Required work: Which lines of the entries below run from the one holding "position:relative; width:438px; height:608px;" to the one holding "position:absolute; left:8px; top:560px;", inclusive? Set down exactly those lines and no others.

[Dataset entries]
§
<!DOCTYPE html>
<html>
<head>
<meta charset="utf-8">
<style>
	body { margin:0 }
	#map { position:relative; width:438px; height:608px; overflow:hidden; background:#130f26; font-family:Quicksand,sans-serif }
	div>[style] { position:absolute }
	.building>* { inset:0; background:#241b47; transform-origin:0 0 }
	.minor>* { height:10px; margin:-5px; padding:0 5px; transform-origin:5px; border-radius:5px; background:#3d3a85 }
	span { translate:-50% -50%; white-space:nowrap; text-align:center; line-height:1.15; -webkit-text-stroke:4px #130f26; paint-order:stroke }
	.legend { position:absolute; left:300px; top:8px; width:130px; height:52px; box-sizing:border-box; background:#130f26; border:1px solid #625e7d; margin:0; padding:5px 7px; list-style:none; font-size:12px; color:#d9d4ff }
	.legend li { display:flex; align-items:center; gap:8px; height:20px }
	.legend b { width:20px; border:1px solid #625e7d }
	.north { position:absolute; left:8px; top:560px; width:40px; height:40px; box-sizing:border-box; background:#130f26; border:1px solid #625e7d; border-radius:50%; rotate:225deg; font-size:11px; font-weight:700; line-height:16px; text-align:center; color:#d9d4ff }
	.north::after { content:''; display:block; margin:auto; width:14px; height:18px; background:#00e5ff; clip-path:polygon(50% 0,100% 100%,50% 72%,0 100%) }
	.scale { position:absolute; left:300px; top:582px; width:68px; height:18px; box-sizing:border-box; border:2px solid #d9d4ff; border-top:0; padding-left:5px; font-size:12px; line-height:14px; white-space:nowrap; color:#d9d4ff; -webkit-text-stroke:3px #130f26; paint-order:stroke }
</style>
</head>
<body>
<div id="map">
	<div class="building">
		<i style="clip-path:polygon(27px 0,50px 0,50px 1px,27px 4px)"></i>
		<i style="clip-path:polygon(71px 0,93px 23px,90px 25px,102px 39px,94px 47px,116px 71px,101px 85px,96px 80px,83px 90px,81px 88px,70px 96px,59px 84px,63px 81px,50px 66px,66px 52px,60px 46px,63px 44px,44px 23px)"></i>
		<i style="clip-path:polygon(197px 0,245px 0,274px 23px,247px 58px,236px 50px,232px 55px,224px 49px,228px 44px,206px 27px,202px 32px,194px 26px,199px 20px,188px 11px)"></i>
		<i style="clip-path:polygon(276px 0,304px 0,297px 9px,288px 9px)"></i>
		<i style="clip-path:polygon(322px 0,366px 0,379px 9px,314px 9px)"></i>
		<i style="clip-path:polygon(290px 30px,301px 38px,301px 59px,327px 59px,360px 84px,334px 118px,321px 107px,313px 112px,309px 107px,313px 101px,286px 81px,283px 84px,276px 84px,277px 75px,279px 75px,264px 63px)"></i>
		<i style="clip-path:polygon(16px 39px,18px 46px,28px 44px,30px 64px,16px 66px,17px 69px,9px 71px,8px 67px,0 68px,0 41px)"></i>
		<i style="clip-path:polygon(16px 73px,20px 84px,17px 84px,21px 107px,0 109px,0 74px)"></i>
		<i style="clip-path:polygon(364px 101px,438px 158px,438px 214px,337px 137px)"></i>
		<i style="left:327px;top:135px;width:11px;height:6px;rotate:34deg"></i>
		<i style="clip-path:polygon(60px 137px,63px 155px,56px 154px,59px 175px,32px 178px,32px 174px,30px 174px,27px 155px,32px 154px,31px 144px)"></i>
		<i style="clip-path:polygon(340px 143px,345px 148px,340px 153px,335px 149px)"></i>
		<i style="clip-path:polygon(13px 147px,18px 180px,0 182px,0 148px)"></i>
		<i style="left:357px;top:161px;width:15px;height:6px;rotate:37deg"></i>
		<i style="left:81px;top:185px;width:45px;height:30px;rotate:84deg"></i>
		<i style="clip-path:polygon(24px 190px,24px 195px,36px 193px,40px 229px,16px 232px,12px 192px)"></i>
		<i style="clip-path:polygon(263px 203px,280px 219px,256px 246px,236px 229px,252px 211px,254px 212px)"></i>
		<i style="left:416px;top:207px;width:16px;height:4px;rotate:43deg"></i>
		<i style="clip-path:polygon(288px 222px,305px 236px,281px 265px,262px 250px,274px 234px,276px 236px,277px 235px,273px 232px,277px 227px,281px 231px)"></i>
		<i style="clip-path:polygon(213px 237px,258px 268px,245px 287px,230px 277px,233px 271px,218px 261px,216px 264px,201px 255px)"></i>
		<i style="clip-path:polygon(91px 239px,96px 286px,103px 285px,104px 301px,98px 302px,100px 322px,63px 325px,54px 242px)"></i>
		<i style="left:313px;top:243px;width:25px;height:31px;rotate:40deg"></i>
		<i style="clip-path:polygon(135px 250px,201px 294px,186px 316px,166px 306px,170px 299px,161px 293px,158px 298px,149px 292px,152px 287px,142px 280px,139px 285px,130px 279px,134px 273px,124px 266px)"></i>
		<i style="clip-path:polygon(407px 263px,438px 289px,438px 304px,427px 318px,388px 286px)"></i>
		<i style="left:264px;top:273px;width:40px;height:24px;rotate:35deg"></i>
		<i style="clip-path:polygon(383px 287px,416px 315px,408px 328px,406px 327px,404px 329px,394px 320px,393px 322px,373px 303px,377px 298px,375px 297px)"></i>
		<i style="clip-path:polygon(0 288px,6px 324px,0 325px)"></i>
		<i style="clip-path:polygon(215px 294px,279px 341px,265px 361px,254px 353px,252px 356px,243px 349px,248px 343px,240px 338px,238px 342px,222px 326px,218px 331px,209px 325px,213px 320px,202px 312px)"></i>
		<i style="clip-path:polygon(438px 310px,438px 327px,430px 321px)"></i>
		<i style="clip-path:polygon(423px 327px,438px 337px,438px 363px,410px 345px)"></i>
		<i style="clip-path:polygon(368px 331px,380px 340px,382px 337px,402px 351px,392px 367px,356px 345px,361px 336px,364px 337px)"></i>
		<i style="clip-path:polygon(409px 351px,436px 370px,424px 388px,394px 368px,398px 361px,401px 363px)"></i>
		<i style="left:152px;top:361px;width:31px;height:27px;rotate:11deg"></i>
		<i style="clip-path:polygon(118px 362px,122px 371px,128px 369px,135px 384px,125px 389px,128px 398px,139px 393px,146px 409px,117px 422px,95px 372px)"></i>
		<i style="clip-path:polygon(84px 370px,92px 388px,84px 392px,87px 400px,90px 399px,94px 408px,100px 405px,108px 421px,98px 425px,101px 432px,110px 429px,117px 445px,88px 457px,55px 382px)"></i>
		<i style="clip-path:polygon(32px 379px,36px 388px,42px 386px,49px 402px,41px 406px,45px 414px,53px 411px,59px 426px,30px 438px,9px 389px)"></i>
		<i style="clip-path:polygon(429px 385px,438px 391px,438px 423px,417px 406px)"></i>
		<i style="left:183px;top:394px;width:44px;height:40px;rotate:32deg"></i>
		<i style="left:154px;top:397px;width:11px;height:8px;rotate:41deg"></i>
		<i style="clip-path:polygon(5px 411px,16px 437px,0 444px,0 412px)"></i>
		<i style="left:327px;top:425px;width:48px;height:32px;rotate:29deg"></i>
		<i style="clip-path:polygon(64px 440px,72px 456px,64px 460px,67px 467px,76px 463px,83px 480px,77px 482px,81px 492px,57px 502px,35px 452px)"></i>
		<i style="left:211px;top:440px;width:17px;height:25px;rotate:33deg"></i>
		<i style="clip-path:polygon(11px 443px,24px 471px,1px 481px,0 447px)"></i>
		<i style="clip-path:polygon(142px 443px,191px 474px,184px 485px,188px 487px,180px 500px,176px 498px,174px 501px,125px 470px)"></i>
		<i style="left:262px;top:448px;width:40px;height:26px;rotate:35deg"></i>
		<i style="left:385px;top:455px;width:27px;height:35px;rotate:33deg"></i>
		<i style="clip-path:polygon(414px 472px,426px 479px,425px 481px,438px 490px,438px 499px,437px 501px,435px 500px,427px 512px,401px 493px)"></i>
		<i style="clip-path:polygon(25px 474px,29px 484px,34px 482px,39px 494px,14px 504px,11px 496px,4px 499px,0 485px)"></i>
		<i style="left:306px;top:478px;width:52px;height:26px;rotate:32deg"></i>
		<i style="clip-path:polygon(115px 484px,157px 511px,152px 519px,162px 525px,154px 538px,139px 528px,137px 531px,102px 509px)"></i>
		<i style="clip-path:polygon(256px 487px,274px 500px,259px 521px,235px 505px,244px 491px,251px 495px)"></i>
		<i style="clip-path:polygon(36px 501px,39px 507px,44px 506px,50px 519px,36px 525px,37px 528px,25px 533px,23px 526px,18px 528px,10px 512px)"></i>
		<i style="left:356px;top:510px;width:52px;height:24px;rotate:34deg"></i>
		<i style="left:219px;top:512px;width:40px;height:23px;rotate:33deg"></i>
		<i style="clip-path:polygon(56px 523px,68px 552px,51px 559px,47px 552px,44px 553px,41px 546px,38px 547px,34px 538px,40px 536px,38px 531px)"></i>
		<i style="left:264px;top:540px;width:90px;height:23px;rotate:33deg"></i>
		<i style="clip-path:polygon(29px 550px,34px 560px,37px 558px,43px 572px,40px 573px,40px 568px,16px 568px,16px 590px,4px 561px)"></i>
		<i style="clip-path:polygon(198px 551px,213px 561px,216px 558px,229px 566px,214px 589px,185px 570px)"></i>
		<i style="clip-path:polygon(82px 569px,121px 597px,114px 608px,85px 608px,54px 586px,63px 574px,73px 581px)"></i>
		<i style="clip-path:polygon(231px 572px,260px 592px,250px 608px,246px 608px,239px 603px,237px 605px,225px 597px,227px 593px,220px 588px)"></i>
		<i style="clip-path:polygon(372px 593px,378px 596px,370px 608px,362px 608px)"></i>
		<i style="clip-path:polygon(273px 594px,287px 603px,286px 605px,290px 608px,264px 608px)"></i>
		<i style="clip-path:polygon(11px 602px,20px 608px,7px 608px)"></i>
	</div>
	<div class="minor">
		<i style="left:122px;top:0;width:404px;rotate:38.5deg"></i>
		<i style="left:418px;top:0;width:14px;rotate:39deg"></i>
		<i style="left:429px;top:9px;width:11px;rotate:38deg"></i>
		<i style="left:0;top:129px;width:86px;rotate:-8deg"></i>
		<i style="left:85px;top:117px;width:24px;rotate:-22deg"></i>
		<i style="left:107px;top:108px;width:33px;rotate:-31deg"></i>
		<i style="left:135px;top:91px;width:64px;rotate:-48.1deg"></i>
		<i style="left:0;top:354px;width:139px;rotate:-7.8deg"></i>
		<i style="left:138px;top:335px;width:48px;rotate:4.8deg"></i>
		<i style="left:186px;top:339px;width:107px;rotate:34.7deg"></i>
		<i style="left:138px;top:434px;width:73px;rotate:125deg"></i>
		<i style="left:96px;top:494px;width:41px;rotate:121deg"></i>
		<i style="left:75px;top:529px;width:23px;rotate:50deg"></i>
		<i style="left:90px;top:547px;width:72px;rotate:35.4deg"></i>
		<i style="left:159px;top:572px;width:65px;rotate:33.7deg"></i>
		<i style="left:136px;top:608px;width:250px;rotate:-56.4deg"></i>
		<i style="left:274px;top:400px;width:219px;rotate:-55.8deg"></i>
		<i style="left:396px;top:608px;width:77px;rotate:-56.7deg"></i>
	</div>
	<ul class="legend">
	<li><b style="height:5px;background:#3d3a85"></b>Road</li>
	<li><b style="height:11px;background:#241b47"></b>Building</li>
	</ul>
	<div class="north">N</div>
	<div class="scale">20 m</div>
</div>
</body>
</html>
§
Response for this exercise:
	#map { position:relative; width:438px; height:608px; overflow:hidden; background:#130f26; font-family:Quicksand,sans-serif }
	div>[style] { position:absolute }
	.building>* { inset:0; background:#241b47; transform-origin:0 0 }
	.minor>* { height:10px; margin:-5px; padding:0 5px; transform-origin:5px; border-radius:5px; background:#3d3a85 }
	span { translate:-50% -50%; white-space:nowrap; text-align:center; line-height:1.15; -webkit-text-stroke:4px #130f26; paint-order:stroke }
	.legend { position:absolute; left:300px; top:8px; width:130px; height:52px; box-sizing:border-box; background:#130f26; border:1px solid #625e7d; margin:0; padding:5px 7px; list-style:none; font-size:12px; color:#d9d4ff }
	.legend li { display:flex; align-items:center; gap:8px; height:20px }
	.legend b { width:20px; border:1px solid #625e7d }
	.north { position:absolute; left:8px; top:560px; width:40px; height:40px; box-sizing:border-box; background:#130f26; border:1px solid #625e7d; border-radius:50%; rotate:225deg; font-size:11px; font-weight:700; line-height:16px; text-align:center; color:#d9d4ff }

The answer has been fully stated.